What is needed here is an exact repetition of the records below, beginning at the line that has "M0 335 22 368" and stopping after the line that has "<h2>3 分<small>徒歩 · 220 m</small></h2>".

(Records from a data source)
>>>

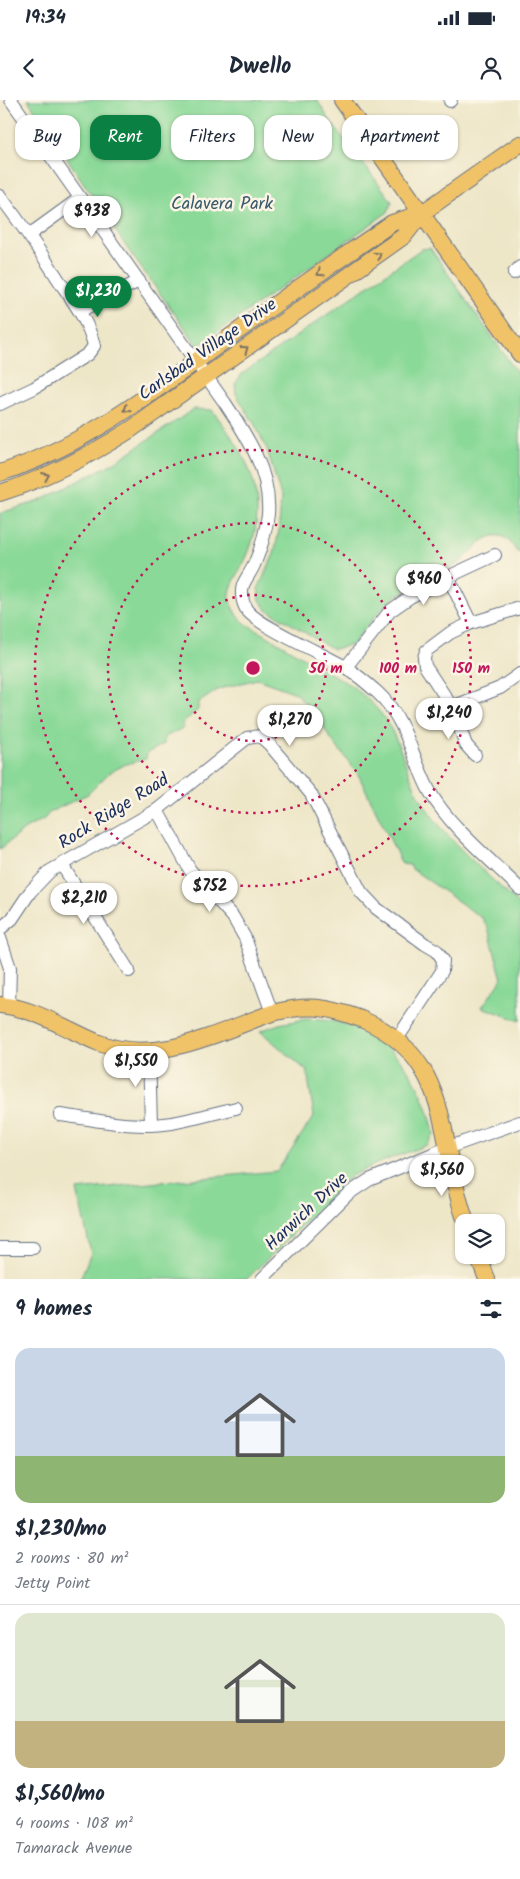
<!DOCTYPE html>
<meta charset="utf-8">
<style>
:root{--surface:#fff;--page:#f6f6f7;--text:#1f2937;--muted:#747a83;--line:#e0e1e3;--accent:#0b8043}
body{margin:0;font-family:Kalam,sans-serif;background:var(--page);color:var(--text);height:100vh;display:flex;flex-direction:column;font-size:19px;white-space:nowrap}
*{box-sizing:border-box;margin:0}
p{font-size:16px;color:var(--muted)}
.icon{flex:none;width:28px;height:28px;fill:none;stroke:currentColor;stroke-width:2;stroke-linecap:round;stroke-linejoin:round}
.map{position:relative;height:1179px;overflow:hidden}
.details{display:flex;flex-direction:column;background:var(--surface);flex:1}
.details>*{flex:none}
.top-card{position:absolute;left:15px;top:15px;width:490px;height:45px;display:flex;gap:10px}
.buttons{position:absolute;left:455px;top:1114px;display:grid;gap:10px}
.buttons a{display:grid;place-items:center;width:50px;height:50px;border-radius:10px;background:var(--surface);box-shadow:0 1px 4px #0004;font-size:25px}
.price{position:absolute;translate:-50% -42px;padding:0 11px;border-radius:18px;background:#fff;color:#222;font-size:16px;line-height:32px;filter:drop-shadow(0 1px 2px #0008)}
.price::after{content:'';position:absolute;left:50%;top:30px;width:15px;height:11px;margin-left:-8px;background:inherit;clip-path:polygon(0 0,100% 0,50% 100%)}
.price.selected{background:var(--accent);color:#fff}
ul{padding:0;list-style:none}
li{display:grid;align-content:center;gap:10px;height:265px;padding:0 15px}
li+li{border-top:1px solid var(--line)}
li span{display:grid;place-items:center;height:155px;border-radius:15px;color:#555}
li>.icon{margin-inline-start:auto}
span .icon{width:90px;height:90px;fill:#fffc;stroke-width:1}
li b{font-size:21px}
h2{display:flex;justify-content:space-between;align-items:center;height:60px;padding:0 15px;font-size:21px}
.tag{padding:0 18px;border-radius:15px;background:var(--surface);box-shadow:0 1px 4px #0004;font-size:18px;line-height:45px}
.tag.selected{background:var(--accent);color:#fff}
.status{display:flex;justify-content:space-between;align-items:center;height:35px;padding:0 25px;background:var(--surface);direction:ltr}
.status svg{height:14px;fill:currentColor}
header{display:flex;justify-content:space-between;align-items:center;height:65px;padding:0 15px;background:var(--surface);font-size:22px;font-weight:700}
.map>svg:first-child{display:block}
.green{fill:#8ad998;stroke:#52847b}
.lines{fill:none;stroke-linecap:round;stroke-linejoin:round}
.minor-casing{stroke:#646f83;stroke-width:14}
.major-casing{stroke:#646f83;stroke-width:18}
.minor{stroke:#fff;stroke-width:12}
.major{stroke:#f1c369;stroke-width:16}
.oneway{stroke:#7b7263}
.ring{fill:none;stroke:#c2185b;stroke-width:2.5;stroke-dasharray:2.5 5}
.labels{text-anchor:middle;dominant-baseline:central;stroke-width:5;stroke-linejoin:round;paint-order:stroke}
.park-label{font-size:18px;fill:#375a6c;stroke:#fcf5e5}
.street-label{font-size:18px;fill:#1b2f5e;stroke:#fcf5e5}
.centre{fill:#c2185b;stroke:#fcf5e5;stroke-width:2.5}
.ring-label{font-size:15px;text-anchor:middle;font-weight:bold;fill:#c2185b;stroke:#fcf5e5;stroke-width:5;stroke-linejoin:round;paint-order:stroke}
</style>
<div class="status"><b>19:34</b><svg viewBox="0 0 49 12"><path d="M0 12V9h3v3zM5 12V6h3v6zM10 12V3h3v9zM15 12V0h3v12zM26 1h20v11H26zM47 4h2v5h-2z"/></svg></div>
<header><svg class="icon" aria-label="back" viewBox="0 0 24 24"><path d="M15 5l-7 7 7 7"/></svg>Dwello<svg class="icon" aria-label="person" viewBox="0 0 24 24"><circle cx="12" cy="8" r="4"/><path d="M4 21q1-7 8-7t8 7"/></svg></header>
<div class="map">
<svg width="520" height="1179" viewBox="0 0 520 1179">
<rect width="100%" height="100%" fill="#fcf5e5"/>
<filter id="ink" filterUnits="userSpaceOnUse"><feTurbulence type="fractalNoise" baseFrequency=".02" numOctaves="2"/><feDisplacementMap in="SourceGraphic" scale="10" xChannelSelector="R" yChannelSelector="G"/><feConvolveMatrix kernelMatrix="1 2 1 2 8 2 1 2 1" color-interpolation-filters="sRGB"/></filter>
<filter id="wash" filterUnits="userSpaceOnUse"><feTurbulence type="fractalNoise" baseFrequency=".0096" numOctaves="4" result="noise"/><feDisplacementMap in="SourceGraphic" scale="20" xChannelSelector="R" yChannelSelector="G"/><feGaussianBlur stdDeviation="1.12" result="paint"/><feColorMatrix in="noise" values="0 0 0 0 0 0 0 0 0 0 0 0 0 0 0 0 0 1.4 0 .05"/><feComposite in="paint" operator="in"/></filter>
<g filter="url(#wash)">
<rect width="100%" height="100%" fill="#ede6c7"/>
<g class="green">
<path d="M 28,0 L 317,0 C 338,36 368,67 392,102 L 388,112 L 198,246 L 129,151 Z"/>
<path d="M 430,148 L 520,277 L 520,453 L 516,451 C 511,442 505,434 493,436 C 479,439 471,454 460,462 C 439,476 415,483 395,497 C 378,510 365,529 351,546 L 348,545 L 341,548 L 333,549 L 266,509 L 260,500 L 258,489 L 274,454 L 279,430 L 281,397 L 267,349 L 255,325 L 236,294 L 235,284 L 242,274 L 414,154 L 421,149 Z"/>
<path d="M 194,309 L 212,310 C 235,340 257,370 257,410 C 257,426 253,443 246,458 C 234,485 217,497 245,523 L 352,586 C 365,596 378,608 387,622 C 403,648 408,680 425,706 C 450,744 488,774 520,806 L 520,921 L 482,907 L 502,879 L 488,828 L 482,818 L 412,769 L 410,765 L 402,764 L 358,674 L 328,635 L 318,614 L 309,608 L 296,593 L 257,579 L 219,589 L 198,603 L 198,610 L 183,622 L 183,628 L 165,637 L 164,644 L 147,653 L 146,659 L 126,664 L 109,673 L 88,694 L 50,712 L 44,719 L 25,729 L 0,749 L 0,413 L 40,401 L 115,362 Z"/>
<path d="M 306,919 C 316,920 327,920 337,922 C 393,934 424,982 434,1034 L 427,1045 L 376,1064 L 351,1076 L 247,1179 L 80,1179 L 91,1153 L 77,1090 L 277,1071 L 314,1016 L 307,971 L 260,931 L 279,924 Z"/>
</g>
</g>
<g filter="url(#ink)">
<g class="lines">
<g class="minor-casing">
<g id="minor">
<path d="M 11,0 L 225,303 C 247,336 271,372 268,414 C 266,431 261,449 254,465 C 251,472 246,478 243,485 C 241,492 242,500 245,507 C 252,524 326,555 345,567 C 356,574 368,584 378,593 C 407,620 412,659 430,692 C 450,727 491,760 520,789"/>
<path d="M 450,1 L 451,0"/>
<path d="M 0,96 C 22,125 42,154 62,185 C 75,204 89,223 94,246 L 88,254 L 34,288 L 0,304"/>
<path d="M 29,135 L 80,98"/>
<path d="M 514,173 L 520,167"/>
<path d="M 80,211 L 139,181"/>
<path d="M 448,477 L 471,523"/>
<path d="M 346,567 L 390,511 L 410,497 L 448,477 L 495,455"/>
<path d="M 452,607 L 500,588 L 520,574"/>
<path d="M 475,655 L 466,645 L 452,607 L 425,566 L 424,558 L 426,551 L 450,533 L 471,523 L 520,508"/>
<path d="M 157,710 L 190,770 L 233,817 L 245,838 L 272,913"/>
<path d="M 62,765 L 129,871"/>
<path d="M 0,829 L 12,819 L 30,792 L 50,771 L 157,710 L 247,638 L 260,636 L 269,644 L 311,694 L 361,792 L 376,808 L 425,844 L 437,851 L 443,860 L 442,871 L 397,939"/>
<path d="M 0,838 L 10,868 L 9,906"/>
<path d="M 149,951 L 151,1025"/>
<path d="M 60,1015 C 97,1020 135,1029 172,1023 C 194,1019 215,1013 236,1008"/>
<path d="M 0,1148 L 33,1148"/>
<path d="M 262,1179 L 348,1094 L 369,1080 L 447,1048 L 520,1022"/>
</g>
</g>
<g class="major-casing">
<g id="major">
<path d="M 342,0 L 520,254"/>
<path d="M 0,373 C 86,346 158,288 231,236 C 284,198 338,160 392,123 L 422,113"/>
<path d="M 0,393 C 47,378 89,356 130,330 L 404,136 L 422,113 L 520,44"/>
<path d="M 0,905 C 35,908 67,930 99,943 C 157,966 218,932 272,913 C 308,904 326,906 361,919 C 455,957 437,1043 466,1122"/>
<path d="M 478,1155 L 487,1179"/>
</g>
</g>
<use href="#minor" class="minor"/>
<use href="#major" class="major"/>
</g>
<defs><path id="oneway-chevron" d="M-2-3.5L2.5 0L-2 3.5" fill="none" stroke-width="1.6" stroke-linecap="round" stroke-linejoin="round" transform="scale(1.25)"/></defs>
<g class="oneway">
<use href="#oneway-chevron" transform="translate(378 155) rotate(-35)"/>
<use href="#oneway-chevron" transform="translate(320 173) rotate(145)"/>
<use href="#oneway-chevron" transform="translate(245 249) rotate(-36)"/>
<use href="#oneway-chevron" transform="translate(127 309) rotate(145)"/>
<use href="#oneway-chevron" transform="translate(46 376) rotate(-23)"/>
</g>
</g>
<g class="ring">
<circle cx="253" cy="568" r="73"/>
<circle cx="253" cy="568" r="145"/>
<circle cx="253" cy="568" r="218"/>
</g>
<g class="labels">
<g class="park-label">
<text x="222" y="104">Calavera Park</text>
</g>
<g class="street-label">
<text transform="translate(208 250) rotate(-35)">Carlsbad Village Drive</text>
<text transform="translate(114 712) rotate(-32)">Rock Ridge Road</text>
<text transform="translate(307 1112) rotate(-43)">Harwich Drive</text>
</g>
</g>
<circle cx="253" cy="568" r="8" class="centre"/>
<g class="ring-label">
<text x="326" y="573">50 m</text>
<text x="398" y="573">100 m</text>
<text x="471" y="573">150 m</text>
</g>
</svg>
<div class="buttons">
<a><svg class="icon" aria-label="layers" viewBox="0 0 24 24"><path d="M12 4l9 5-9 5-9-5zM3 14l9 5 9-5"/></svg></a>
</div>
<b class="price" style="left:92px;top:138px">$938</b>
<b class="price selected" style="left:98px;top:218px">$1,230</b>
<b class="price" style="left:424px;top:506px">$960</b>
<b class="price" style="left:449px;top:640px">$1,240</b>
<b class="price" style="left:290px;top:647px">$1,270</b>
<b class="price" style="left:210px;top:813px">$752</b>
<b class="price" style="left:84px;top:825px">$2,210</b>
<b class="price" style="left:136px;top:988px">$1,550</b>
<b class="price" style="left:442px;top:1097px">$1,560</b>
<div class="top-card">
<a class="tag">Buy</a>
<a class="tag selected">Rent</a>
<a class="tag">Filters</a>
<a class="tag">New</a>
<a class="tag">Apartment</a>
</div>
</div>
<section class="details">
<h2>9 homes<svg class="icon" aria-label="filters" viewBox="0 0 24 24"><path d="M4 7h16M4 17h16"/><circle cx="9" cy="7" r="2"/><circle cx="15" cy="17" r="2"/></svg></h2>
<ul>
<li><span style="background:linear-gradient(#c9d6e8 70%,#8fb573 0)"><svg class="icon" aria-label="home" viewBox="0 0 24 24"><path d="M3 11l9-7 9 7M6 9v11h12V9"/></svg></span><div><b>$1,230/mo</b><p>2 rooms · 80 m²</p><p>Jetty Point</p></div></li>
<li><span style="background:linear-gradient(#dfe7d0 70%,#c2b280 0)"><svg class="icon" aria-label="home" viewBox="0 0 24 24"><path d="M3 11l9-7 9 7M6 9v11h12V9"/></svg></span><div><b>$1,560/mo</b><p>4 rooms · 108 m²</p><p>Tamarack Avenue</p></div></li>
</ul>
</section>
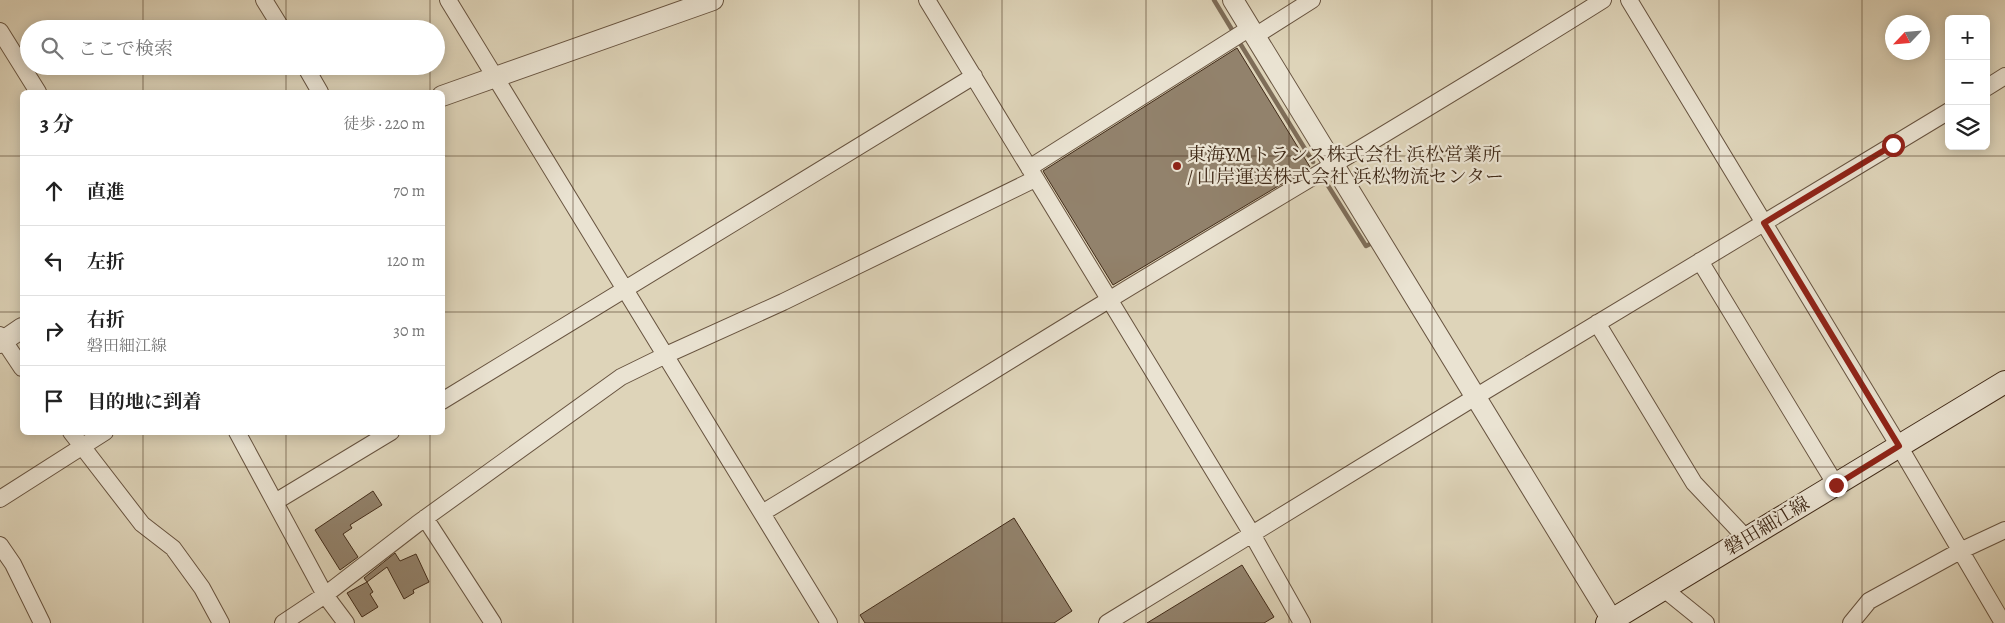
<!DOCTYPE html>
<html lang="ja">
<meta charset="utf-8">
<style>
:root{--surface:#fff;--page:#f2f2f2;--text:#222;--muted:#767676;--line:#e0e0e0}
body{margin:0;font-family:Alegreya,"Noto Serif JP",serif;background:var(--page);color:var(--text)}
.controls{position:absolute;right:15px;top:15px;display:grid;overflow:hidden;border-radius:8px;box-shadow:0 2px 12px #0003}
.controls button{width:45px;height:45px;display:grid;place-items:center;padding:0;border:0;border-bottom:1px solid var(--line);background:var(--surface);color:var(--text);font:25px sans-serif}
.compass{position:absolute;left:1885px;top:15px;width:45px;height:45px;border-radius:50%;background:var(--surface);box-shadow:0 2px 12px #0003;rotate:244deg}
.stop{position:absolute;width:15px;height:15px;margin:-11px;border:4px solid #8f2418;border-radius:50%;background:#fff}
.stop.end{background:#8f2418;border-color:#fff;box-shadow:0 1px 5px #0008}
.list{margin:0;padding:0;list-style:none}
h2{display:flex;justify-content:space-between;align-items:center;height:65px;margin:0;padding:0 20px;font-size:21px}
h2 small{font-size:16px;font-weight:400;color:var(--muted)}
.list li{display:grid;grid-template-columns:32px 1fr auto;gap:15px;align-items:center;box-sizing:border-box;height:70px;padding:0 20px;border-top:1px solid var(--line)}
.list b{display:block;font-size:19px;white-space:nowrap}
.list p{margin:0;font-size:16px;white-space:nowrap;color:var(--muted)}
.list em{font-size:16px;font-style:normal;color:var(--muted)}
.icon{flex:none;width:28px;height:28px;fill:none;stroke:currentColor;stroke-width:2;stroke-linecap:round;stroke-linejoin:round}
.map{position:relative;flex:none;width:2005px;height:623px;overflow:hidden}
.search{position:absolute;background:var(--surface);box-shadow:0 2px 12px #0003;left:20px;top:20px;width:425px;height:55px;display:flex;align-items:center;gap:12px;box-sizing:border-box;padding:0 18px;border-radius:28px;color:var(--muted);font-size:19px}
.panel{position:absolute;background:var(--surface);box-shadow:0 2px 12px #0003;left:20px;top:90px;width:425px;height:345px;border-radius:8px}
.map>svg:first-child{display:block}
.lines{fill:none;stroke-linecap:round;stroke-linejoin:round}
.stream{stroke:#7e6d58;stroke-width:4.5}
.building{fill:#92826c;stroke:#402a18}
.minor-casing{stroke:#685440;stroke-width:18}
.tertiary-casing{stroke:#685440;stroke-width:22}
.secondary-casing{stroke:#402a18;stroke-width:24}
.minor{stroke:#eae3d2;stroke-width:16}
.tertiary{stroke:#eae3d2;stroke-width:20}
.secondary{stroke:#eae3d2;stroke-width:22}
.route{stroke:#8f2418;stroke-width:6}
.grid{fill:none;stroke:#402a18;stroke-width:1;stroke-opacity:0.55}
.poi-dot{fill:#8f2418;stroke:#eae3d2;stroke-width:2}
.labels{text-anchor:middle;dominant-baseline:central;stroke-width:4.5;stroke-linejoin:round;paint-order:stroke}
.poi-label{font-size:19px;fill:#402a18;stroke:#eae3d2;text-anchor:start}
.street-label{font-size:19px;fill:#402a18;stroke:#eae3d2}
</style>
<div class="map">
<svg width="2005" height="623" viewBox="0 0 2005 623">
<rect width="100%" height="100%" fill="#ded4b9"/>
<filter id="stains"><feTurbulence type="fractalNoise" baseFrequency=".004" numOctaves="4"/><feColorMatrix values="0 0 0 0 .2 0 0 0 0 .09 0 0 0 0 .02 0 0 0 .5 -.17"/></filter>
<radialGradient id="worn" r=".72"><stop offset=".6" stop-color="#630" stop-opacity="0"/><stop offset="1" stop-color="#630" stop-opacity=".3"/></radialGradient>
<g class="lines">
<path class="stream" d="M1214 0 1234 33
M1238 40 1313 162
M1327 184 1366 246 1372 243 1374 246"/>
</g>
<path class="building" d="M1237 48 1310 167 1113 285 1043 171Z
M373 491 382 505 350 525 352 528 343 534 358 557 340 570 315 530Z
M1014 518 1072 611 1054 623H865L860 615Z
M395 553 400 561 416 554 429 582 413 590 414 593 404 599 387 567 367 582 364 578Z
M1242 565 1274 617 1264 623H1147Z
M367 582 373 592 370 594 378 607 362 617 347 593Z"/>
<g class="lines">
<g class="minor-casing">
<path id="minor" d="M264 0 282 29
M448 0 829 623
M927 0 1252 534 1302 623
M1629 0 1899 446 2003 623
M0 31 38 92
M1255 36 1312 0
M305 66 320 92
M1986 88 2005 76
M1029 168 1250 28
M1700 261 1836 485
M1597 323 1694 483 1746 538
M0 335 22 368
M442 401 974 76
M71 432 142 524 173 548 202 588 221 623
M237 432 325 595 346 623
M0 499 105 432
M275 502 391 432
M762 513C880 442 995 369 1112 298 1276 198 1441 102 1603 0
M425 518 493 623
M0 545 13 564 42 623
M1664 589 1706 623
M283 623 325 595 417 524 621 377 666 355 783 302 1035 179
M1107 623 1477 396 1949 111
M1851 623 1869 601 1960 551 2005 530"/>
</g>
<g class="tertiary-casing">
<path id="tertiary" d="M1233 0 1612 620
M442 96 713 0
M0 343 22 328"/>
</g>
<g class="secondary-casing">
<path id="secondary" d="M1607 623 2005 382"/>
</g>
<use href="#minor" class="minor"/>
<use href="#tertiary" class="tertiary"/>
<use href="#secondary" class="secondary"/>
</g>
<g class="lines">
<path class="route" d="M1836 485 1899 446 1764 223 1893 145"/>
</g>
<path class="grid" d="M143 0V29M286 0V29M430 0V29M573 0V623M716 0V623M859 0V623M1002 0V623M1146 0V623M1289 0V623M1432 0V623M1575 0V623M1719 0V623M1862 0V623M143 66V92M286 66V92M430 66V92M0 156H22M442 156H2005M0 312H22M442 312H2005M143 432V623M286 432V623M430 432V623M0 467H2005"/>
<circle class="poi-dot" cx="1177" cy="166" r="5"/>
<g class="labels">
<g class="poi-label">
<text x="1187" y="155">東海YMトランス株式会社 浜松営業所<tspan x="1187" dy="22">/ 山岸運送株式会社 浜松物流センター</tspan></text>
</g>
<g class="street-label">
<text transform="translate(1767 526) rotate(-31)">磐田細江線</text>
</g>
</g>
<rect width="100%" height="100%" filter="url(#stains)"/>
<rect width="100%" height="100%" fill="url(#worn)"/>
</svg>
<div class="controls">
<button>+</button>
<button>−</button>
<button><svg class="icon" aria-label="layers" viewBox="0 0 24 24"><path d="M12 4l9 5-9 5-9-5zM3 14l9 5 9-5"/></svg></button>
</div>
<svg class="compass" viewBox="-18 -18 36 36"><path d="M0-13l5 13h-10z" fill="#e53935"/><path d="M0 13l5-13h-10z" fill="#767676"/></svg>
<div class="stop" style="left:1893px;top:145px"></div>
<div class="stop end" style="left:1836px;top:485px"></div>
<div class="search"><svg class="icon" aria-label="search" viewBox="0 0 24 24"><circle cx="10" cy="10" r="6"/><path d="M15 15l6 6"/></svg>ここで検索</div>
<section class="panel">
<h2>3 分<small>徒歩 · 220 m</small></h2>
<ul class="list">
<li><svg class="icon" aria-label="ahead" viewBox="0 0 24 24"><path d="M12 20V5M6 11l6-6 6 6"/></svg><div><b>直進</b></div><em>70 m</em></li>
<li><svg class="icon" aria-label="left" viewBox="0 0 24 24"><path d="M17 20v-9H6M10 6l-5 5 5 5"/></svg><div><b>左折</b></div><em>120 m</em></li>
<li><svg class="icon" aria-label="right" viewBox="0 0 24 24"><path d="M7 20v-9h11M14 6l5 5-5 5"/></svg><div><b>右折</b><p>磐田細江線</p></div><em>30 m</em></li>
<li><svg class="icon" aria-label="arrive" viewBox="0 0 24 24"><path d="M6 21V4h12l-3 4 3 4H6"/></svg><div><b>目的地に到着</b></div></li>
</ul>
</section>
</div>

<<<

Task answer:
M0 335 22 368
M442 401 974 76
M71 432 142 524 173 548 202 588 221 623
M237 432 325 595 346 623
M0 499 105 432
M275 502 391 432
M762 513C880 442 995 369 1112 298 1276 198 1441 102 1603 0
M425 518 493 623
M0 545 13 564 42 623
M1664 589 1706 623
M283 623 325 595 417 524 621 377 666 355 783 302 1035 179
M1107 623 1477 396 1949 111
M1851 623 1869 601 1960 551 2005 530"/>
</g>
<g class="tertiary-casing">
<path id="tertiary" d="M1233 0 1612 620
M442 96 713 0
M0 343 22 328"/>
</g>
<g class="secondary-casing">
<path id="secondary" d="M1607 623 2005 382"/>
</g>
<use href="#minor" class="minor"/>
<use href="#tertiary" class="tertiary"/>
<use href="#secondary" class="secondary"/>
</g>
<g class="lines">
<path class="route" d="M1836 485 1899 446 1764 223 1893 145"/>
</g>
<path class="grid" d="M143 0V29M286 0V29M430 0V29M573 0V623M716 0V623M859 0V623M1002 0V623M1146 0V623M1289 0V623M1432 0V623M1575 0V623M1719 0V623M1862 0V623M143 66V92M286 66V92M430 66V92M0 156H22M442 156H2005M0 312H22M442 312H2005M143 432V623M286 432V623M430 432V623M0 467H2005"/>
<circle class="poi-dot" cx="1177" cy="166" r="5"/>
<g class="labels">
<g class="poi-label">
<text x="1187" y="155">東海YMトランス株式会社 浜松営業所<tspan x="1187" dy="22">/ 山岸運送株式会社 浜松物流センター</tspan></text>
</g>
<g class="street-label">
<text transform="translate(1767 526) rotate(-31)">磐田細江線</text>
</g>
</g>
<rect width="100%" height="100%" filter="url(#stains)"/>
<rect width="100%" height="100%" fill="url(#worn)"/>
</svg>
<div class="controls">
<button>+</button>
<button>−</button>
<button><svg class="icon" aria-label="layers" viewBox="0 0 24 24"><path d="M12 4l9 5-9 5-9-5zM3 14l9 5 9-5"/></svg></button>
</div>
<svg class="compass" viewBox="-18 -18 36 36"><path d="M0-13l5 13h-10z" fill="#e53935"/><path d="M0 13l5-13h-10z" fill="#767676"/></svg>
<div class="stop" style="left:1893px;top:145px"></div>
<div class="stop end" style="left:1836px;top:485px"></div>
<div class="search"><svg class="icon" aria-label="search" viewBox="0 0 24 24"><circle cx="10" cy="10" r="6"/><path d="M15 15l6 6"/></svg>ここで検索</div>
<section class="panel">
<h2>3 分<small>徒歩 · 220 m</small></h2>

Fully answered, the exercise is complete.